Exercise prompt: Within the records that follow, find every line containing the string "stream". Copy those lines.

Stored data:
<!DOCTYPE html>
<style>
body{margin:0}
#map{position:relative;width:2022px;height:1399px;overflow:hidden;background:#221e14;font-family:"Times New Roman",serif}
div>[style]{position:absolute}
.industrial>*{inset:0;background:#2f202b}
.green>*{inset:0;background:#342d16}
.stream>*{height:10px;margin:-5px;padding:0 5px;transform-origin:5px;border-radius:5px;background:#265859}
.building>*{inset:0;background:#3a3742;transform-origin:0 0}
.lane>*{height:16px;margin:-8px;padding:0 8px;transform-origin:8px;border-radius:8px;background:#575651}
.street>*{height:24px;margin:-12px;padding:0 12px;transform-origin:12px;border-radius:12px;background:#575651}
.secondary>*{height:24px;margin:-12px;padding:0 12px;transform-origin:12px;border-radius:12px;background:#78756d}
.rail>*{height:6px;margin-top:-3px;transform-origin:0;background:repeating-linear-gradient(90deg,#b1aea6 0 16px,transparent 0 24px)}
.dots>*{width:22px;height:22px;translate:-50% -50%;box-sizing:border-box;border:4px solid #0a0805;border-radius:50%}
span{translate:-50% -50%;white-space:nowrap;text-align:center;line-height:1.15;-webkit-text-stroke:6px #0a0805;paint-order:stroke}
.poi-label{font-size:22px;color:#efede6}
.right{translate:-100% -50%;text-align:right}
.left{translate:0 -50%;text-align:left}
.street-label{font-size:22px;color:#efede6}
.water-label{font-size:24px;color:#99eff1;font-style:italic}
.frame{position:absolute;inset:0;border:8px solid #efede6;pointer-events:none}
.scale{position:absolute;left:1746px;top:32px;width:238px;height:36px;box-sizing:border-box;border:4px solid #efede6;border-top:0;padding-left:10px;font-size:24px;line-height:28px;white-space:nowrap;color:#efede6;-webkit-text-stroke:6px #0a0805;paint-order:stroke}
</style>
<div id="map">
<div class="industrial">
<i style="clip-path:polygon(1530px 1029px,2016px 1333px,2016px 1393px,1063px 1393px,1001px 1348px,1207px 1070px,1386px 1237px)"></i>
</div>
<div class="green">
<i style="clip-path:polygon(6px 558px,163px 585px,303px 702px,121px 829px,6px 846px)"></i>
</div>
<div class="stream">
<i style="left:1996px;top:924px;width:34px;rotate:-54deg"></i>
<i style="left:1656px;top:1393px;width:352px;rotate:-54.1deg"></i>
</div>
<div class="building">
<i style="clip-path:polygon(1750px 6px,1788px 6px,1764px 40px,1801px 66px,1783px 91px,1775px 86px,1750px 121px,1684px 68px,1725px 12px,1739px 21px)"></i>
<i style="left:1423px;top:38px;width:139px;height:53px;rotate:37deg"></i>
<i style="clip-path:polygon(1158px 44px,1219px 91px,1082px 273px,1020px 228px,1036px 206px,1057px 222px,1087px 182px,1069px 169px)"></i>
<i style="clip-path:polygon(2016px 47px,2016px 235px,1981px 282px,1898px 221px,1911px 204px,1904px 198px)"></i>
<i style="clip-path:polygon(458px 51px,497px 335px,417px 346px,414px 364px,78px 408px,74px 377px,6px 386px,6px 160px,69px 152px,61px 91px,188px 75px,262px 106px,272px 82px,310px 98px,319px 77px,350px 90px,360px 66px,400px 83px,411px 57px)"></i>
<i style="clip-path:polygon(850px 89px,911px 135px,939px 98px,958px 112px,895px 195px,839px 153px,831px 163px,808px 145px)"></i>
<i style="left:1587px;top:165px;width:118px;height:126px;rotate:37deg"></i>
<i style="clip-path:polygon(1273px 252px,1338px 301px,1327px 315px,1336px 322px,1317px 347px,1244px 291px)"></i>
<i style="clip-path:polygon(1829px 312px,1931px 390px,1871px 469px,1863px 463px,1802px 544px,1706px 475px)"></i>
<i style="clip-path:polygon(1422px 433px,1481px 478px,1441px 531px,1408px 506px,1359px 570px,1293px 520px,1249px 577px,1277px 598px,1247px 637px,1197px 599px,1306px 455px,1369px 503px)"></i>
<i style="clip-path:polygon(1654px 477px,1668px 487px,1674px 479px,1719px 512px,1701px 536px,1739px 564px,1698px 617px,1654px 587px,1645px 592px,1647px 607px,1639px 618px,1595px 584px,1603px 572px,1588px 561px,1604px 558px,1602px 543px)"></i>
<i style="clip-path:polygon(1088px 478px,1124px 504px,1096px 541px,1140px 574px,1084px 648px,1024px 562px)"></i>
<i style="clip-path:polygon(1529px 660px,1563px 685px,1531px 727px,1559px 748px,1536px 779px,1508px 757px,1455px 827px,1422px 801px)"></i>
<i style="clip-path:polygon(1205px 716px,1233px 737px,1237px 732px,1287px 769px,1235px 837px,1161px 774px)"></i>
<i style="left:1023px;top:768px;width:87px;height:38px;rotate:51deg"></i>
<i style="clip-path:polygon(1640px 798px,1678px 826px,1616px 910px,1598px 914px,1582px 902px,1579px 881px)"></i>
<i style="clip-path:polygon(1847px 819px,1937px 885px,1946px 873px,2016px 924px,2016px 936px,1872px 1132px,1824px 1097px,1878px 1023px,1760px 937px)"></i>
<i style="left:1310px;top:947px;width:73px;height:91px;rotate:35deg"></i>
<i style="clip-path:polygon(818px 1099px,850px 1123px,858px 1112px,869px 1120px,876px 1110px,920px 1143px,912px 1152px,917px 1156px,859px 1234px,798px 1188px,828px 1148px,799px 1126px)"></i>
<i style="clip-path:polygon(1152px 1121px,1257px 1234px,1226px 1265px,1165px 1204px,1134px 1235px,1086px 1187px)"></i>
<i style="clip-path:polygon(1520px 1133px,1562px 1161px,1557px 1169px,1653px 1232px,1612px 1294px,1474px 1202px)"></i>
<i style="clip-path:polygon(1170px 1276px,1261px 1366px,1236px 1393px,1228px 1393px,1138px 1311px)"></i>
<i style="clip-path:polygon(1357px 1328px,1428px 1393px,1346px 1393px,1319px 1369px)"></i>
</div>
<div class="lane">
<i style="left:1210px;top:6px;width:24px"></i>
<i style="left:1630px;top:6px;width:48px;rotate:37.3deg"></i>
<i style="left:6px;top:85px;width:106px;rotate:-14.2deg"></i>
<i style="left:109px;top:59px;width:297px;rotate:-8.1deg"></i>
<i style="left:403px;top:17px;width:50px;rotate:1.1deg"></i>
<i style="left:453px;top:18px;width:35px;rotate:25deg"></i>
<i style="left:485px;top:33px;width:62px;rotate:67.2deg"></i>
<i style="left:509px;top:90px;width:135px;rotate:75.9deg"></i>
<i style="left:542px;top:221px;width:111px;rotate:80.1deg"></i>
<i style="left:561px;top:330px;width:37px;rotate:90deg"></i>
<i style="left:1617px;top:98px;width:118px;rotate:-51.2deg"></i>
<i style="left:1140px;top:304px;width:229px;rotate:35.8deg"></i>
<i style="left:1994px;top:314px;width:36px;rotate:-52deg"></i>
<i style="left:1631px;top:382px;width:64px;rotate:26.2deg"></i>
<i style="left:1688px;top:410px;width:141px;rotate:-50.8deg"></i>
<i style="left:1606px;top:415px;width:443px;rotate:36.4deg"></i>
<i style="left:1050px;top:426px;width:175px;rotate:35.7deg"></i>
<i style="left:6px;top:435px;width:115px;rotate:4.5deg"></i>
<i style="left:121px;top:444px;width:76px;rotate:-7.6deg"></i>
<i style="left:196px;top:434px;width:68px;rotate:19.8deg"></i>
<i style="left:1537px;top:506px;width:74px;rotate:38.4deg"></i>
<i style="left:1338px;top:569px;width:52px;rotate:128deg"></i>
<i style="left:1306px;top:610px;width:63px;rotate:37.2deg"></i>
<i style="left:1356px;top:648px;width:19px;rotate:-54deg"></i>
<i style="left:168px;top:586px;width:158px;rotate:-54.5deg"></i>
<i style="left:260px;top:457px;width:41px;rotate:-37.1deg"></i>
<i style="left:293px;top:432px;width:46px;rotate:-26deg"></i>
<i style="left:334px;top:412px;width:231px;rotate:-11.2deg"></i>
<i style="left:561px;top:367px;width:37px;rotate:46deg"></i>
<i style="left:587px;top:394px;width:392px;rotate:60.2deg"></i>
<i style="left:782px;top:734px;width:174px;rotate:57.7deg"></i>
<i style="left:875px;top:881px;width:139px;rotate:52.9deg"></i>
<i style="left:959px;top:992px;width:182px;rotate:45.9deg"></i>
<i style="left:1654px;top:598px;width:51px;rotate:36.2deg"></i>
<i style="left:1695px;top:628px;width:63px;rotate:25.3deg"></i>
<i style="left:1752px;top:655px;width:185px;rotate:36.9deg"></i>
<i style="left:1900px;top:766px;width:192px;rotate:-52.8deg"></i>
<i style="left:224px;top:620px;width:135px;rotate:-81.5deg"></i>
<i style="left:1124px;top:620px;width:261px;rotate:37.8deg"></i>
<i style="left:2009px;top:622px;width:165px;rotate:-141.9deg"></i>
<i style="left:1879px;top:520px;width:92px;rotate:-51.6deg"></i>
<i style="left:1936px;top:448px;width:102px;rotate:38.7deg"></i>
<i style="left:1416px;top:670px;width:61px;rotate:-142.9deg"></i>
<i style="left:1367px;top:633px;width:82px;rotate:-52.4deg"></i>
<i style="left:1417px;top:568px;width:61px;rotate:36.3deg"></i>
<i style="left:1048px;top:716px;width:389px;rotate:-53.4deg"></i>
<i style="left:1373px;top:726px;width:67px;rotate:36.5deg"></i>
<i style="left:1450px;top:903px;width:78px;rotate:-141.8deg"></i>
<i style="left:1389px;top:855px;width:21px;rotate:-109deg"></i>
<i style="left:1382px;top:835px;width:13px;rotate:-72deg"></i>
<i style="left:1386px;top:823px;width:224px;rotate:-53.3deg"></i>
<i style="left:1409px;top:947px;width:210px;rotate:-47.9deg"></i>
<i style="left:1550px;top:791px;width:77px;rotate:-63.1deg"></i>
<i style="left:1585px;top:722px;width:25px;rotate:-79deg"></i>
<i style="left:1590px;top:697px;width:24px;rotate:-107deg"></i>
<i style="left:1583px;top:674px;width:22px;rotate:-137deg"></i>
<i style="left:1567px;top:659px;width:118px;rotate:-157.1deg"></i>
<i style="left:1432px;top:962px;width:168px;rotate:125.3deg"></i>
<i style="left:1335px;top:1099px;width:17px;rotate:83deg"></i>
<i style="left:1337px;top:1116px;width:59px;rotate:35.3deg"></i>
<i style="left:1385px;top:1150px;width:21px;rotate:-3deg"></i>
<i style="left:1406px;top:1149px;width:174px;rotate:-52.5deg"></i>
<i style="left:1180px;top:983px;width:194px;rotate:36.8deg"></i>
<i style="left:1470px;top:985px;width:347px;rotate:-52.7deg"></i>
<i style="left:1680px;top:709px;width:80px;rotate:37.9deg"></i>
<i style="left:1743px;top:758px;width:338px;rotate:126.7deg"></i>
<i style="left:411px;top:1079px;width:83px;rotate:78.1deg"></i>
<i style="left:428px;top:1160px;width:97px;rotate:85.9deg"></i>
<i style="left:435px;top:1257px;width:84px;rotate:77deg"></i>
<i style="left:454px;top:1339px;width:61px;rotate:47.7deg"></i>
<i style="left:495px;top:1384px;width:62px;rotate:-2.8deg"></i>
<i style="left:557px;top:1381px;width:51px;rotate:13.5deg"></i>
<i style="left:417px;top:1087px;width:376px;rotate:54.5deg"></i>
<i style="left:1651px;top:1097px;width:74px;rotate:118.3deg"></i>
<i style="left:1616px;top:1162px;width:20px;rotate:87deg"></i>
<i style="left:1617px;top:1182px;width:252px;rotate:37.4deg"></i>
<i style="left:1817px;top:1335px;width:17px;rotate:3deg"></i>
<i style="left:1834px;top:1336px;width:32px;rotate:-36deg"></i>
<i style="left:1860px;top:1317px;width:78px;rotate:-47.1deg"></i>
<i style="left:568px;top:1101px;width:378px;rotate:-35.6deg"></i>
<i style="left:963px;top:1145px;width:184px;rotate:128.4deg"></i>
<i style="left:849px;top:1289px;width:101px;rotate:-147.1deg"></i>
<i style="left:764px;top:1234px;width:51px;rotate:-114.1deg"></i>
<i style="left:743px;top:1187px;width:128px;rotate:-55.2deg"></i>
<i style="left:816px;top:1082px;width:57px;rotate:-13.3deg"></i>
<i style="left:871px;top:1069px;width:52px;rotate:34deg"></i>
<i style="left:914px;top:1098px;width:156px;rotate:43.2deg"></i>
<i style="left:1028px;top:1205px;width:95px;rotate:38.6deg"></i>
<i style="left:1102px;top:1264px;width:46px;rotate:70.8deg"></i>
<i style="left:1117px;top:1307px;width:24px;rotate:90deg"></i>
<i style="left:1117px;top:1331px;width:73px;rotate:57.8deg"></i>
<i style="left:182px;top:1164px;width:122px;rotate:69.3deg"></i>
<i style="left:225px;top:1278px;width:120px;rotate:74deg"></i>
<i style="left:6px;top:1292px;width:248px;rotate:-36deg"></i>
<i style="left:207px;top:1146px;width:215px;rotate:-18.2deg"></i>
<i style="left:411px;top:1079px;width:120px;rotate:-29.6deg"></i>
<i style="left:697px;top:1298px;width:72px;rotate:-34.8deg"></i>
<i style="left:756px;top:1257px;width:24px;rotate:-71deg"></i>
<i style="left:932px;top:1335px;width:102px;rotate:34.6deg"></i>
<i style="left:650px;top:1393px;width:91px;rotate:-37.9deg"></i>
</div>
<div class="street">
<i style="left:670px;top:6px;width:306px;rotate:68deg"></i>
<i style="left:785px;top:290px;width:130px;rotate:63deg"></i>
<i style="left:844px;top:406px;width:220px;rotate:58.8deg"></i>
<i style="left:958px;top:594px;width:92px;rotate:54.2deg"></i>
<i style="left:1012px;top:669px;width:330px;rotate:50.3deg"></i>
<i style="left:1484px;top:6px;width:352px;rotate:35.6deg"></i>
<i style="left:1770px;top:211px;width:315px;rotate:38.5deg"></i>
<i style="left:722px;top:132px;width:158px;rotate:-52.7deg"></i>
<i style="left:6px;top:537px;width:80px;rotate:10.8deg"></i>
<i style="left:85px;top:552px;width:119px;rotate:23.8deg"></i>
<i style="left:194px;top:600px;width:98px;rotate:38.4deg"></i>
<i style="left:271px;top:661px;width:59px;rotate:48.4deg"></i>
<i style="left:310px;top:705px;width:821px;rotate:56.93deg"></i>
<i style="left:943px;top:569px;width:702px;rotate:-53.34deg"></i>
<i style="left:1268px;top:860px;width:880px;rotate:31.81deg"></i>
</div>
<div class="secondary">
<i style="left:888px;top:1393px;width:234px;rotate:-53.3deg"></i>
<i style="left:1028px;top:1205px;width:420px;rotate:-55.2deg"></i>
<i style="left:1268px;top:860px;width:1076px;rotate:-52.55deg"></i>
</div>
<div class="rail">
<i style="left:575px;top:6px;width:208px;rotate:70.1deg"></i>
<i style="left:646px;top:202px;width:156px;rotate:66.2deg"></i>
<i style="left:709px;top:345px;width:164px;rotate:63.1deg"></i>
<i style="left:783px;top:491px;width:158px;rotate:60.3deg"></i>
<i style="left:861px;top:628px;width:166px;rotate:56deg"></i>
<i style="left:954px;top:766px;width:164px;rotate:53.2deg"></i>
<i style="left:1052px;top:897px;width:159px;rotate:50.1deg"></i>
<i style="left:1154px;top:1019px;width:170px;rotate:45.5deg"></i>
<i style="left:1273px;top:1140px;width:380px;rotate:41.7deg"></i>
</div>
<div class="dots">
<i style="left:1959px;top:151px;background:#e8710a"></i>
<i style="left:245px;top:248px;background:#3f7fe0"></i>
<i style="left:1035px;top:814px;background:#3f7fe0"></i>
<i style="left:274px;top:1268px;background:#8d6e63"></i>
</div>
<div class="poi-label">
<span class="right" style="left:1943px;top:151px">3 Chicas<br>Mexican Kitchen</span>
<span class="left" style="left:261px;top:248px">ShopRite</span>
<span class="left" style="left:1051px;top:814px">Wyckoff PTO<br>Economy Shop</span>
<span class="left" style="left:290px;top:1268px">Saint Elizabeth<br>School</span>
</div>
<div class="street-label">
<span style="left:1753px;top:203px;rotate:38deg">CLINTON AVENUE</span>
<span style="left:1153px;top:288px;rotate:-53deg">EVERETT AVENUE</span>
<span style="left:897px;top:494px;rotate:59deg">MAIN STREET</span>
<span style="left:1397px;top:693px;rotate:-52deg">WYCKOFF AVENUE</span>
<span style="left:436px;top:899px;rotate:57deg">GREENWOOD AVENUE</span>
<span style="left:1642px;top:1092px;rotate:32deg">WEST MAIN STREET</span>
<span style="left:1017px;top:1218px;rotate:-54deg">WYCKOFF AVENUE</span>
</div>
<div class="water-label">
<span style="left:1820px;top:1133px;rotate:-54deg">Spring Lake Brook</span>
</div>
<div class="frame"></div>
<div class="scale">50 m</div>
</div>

Reply to the task:
.stream>*{height:10px;margin:-5px;padding:0 5px;transform-origin:5px;border-radius:5px;background:#265859}
<div class="stream">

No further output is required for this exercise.